Later that night, we are in bed, and I thought of it - John, I said. Tonight you gave me a Recto Exam. He groaned and went back to sleep.

Also, blood tests came back from the doctor. I have a fairly bad Vitamin D deficiency, which perhaps could have led to a lot of my symptoms. I am being very pro-active about my health which of course means I'm not working at anything else. Yesterday I decided like a hysterical cheerleader not only was I going to eat a vegan diet, but high-raw as well, and went about researching all things to do with collard greens and had to go to the grocery store to get more hemp seeds and chia seeds and the Vitamin D supplements and greens up the wazoo.
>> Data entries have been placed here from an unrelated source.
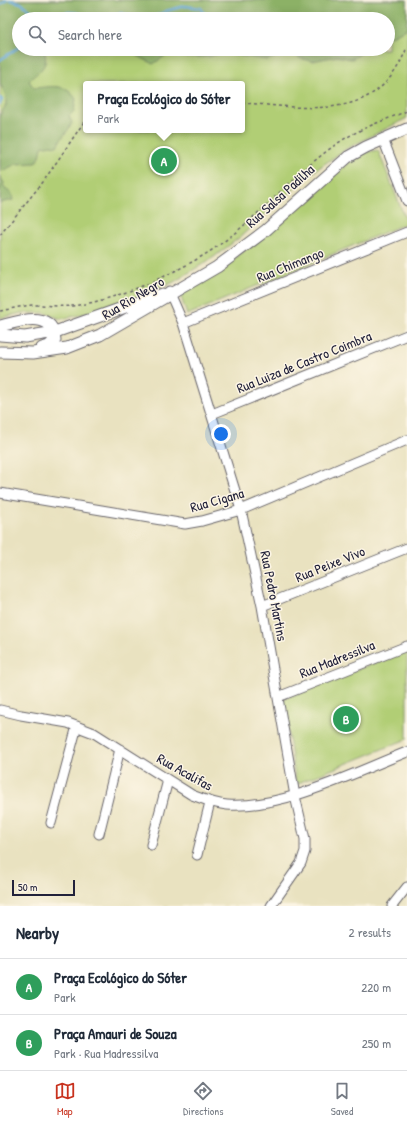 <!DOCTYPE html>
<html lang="en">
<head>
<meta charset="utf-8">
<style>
	body { margin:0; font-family:"Patrick Hand",sans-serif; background:#f2f2f3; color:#1f2937 }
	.scale { position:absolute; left:12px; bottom:10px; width:63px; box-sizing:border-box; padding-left:4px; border:2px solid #22223b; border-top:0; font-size:11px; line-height:14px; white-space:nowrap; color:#22223b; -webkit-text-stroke:3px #fcf5e5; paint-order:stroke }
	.you { position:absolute; left:221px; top:434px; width:14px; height:14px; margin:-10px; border:3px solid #fff; border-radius:50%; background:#1a73e8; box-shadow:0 0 0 6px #1a73e833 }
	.badge { display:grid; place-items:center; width:26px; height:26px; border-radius:50%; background:#c8321e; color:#fff; font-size:13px; font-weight:700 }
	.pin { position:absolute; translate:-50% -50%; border:2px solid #fff; box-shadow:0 1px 4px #0006 }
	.popup { position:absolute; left:83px; top:81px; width:162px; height:52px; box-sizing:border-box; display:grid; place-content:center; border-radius:4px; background:#fff; filter:drop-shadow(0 1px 3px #0005); font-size:13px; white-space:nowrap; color:#747a83 }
	.popup b { font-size:15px; color:#1f2937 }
	.popup::after { content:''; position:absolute; left:50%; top:100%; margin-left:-8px; border:8px solid transparent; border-top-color:#fff }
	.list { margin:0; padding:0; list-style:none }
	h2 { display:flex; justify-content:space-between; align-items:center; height:52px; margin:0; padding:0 16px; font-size:17px }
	h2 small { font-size:13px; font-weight:400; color:#747a83 }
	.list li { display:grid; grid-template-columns:26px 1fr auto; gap:12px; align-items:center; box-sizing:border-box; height:56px; padding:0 16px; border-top:1px solid #e0e1e3 }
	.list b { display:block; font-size:15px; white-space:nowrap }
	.list p { margin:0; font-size:13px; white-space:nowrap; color:#747a83 }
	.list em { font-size:13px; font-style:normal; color:#747a83 }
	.icon { flex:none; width:22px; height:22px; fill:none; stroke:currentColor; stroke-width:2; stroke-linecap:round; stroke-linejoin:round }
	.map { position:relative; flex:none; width:407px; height:906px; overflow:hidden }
	.search { position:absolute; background:#fff; box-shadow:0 2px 10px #0003; left:12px; right:12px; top:12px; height:44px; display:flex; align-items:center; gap:10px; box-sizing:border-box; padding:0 14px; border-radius:22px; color:#747a83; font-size:15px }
	.sheet { height:164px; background:#fff }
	nav { display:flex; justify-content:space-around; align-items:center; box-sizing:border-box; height:56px; border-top:1px solid #e0e1e3; background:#fff; font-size:11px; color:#747a83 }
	nav a { display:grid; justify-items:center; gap:2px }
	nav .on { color:#c8321e }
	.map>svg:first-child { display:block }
	.green { fill:#b1ce75; stroke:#6a7858; fill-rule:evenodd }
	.forest { fill:#8cb166; stroke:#576a50 }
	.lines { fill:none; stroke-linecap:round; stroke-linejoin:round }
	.stream { stroke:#64a8d9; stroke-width:2.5 }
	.minor-casing { stroke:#68656a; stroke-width:11 }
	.major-casing { stroke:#68656a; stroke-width:13 }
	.path { stroke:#68656a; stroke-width:1.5; stroke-dasharray:3 3; stroke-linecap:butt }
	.minor { stroke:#fff; stroke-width:9 }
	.major { stroke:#fff; stroke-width:11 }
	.labels { text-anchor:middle; stroke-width:3; stroke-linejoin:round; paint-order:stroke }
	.street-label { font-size:14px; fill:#22223b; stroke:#fcf5e5 }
</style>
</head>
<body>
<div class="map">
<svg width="407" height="906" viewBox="0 0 407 906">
	<rect width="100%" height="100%" fill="#fcf5e5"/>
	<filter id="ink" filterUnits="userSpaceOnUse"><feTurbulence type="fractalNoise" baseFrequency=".025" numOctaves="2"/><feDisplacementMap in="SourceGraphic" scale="8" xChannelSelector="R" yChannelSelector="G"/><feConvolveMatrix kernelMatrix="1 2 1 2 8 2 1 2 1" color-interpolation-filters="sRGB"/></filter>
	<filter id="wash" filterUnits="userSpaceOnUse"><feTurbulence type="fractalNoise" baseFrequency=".012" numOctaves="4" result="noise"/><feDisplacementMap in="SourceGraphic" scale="16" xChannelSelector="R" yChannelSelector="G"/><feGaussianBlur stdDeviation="0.9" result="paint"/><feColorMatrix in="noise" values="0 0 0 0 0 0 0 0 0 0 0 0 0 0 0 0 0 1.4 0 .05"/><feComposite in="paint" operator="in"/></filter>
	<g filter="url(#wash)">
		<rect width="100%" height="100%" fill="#e9e2c0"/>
		<path class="green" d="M 0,0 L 407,0 L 407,118 L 346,149 L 310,174 L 239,238 L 214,257 L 174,282 L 137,298 L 76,316 L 61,319 L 45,313 L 22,313 L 0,318 ZM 19,19 L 388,19 L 388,49 L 19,49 ZM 86,84 L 242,84 L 242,130 L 86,130 Z
			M 378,150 L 407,223 L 187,315 L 180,294 L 221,270 L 351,161 L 367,152 Z
			M 407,650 L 407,739 L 296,784 L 283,699 Z"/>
		<path class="forest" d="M 0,0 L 407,0 L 407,28 L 388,38 L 388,19 L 48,19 L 45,14 L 28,19 L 19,19 L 19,49 L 44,49 C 49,68 41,68 29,81 L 34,88 C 52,87 64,82 76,99 L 74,111 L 69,116 L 72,123 C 68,132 61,137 57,146 L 50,145 L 42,147 L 40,157 L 35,163 L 16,164 L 0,172 L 0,115 L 6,105 L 6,96 L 0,83 Z
			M 92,49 L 368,49 L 352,59 L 337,56 L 312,61 L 299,58 L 293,52 L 267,60 L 223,53 L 208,57 L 182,57 L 171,52 L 153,64 L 129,51 L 102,52 Z
			M 0,176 L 4,183 L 3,187 L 12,194 L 13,200 L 0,203 Z"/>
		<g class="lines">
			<path class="stream" d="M 10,0 L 21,3 L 34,13 L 34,19
				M 0,5 L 7,0
				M 44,19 C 59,12 77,9 91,19
				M 109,19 L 121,13 L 137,18 L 150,19 L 166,11 L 185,6 L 201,8 L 208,19
				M 0,60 L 19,47
				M 0,98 L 2,100 L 0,104"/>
		</g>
	</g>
	<g filter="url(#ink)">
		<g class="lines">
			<g class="minor-casing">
				<path id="minor" d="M 383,139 L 407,201
					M 169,291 L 183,323 L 241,510 L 262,606 L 295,796 L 305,839 L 305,851 L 301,863 L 271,906
					M 183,323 L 407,232
					M 212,414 L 407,335
					M 0,493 L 185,524 L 202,521 L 241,510 L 407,440
					M 262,606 L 407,548
					M 278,697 L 407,646
					M 0,710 L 21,715 L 68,723 L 94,733 L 192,795 C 203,799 214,804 227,805 C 284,809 355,772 407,752
					M 51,823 L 77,726
					M 99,834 L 120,749
					M 151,845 L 168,780
					M 197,855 L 210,802
					M 392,906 L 407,887"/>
			</g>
			<g class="major-casing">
				<path id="major" d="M 0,326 C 20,321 53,309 55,340 L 49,346 L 42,348
					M 0,335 L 25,337 L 55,332 L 162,294
					M 0,352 L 33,353 L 67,348 L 100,335 L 217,267 L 265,231 L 348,157 L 366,147 L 407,129"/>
			</g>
			<path class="path" d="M 242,103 C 308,107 378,125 407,47
				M 0,235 L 43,182 L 86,119
				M 0,311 C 12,309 24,305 36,305 C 48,305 60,307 72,306 C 115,301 172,275 209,252 C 258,220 293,173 341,141 C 361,128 385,120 407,111"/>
			<use href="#minor" class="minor"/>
			<use href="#major" class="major"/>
		</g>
	</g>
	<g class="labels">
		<g class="street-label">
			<text transform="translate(280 196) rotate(-42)" y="5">Rua Salsa Padilha</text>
			<text transform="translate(290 265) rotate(-22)" y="5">Rua Chimango</text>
			<text transform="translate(133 298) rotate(-31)" y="5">Rua Rio Negro</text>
			<text transform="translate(304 362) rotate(-22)" y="5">Rua Luiza de Castro Coimbra</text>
			<text transform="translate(217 500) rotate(-16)" y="5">Rua Cigana</text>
			<text transform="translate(330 564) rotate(-22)" y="5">Rua Peixe Vivo</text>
			<text transform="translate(274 596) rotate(79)" y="5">Rua Pedro Martins</text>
			<text transform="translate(337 659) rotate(-22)" y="5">Rua Madressilva</text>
			<text transform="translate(185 772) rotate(29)" y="5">Rua Acalifas</text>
		</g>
	</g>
</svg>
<div class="scale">50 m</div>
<div class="you"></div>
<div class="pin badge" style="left:164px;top:161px;background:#2e9e5b">A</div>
<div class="popup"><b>Praça Ecológico do Sóter</b>Park</div>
<div class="pin badge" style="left:346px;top:719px;background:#2e9e5b">B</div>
<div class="search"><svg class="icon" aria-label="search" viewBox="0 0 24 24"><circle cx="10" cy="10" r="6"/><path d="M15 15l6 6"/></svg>Search here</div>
</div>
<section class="sheet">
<h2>Nearby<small>2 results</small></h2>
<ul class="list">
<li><span class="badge" style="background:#2e9e5b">A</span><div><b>Praça Ecológico do Sóter</b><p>Park</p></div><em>220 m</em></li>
<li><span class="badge" style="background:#2e9e5b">B</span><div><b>Praça Amauri de Souza</b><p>Park · Rua Madressilva</p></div><em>250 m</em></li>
</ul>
</section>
<nav>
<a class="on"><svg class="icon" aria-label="map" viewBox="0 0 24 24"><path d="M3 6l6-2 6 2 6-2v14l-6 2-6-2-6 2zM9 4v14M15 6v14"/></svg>Map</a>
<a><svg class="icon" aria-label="directions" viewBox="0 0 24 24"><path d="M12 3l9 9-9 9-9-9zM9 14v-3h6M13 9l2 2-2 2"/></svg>Directions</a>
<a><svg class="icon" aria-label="saved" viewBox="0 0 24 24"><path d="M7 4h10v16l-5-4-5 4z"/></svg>Saved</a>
</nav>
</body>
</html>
Of course I am also someone who actually salivates at a good kale salad with avocado (the trick is to massage the greens with oil). I am also drinking the herbs my Chinese medicine doctor Helen prepared for me - they take two hours a day to melt down. If I was going to make an equivalent taste for death, it would be the taste of these herbs. I am also keeping a health diary at the request of my lady parts doctor - this humors me as well, for it's all of these scatological entries, and I've gotten into more than the spirit of things and write of course long detailed columns for each day, what I ate, what I felt, the detailedness of the discomfort. All to excess. Everything to excess.

I realized later on in the day - my Vitamin D deficiency - of course - I have the malady of the agoraphobe. This seemed appropriate and it cheered me somehow.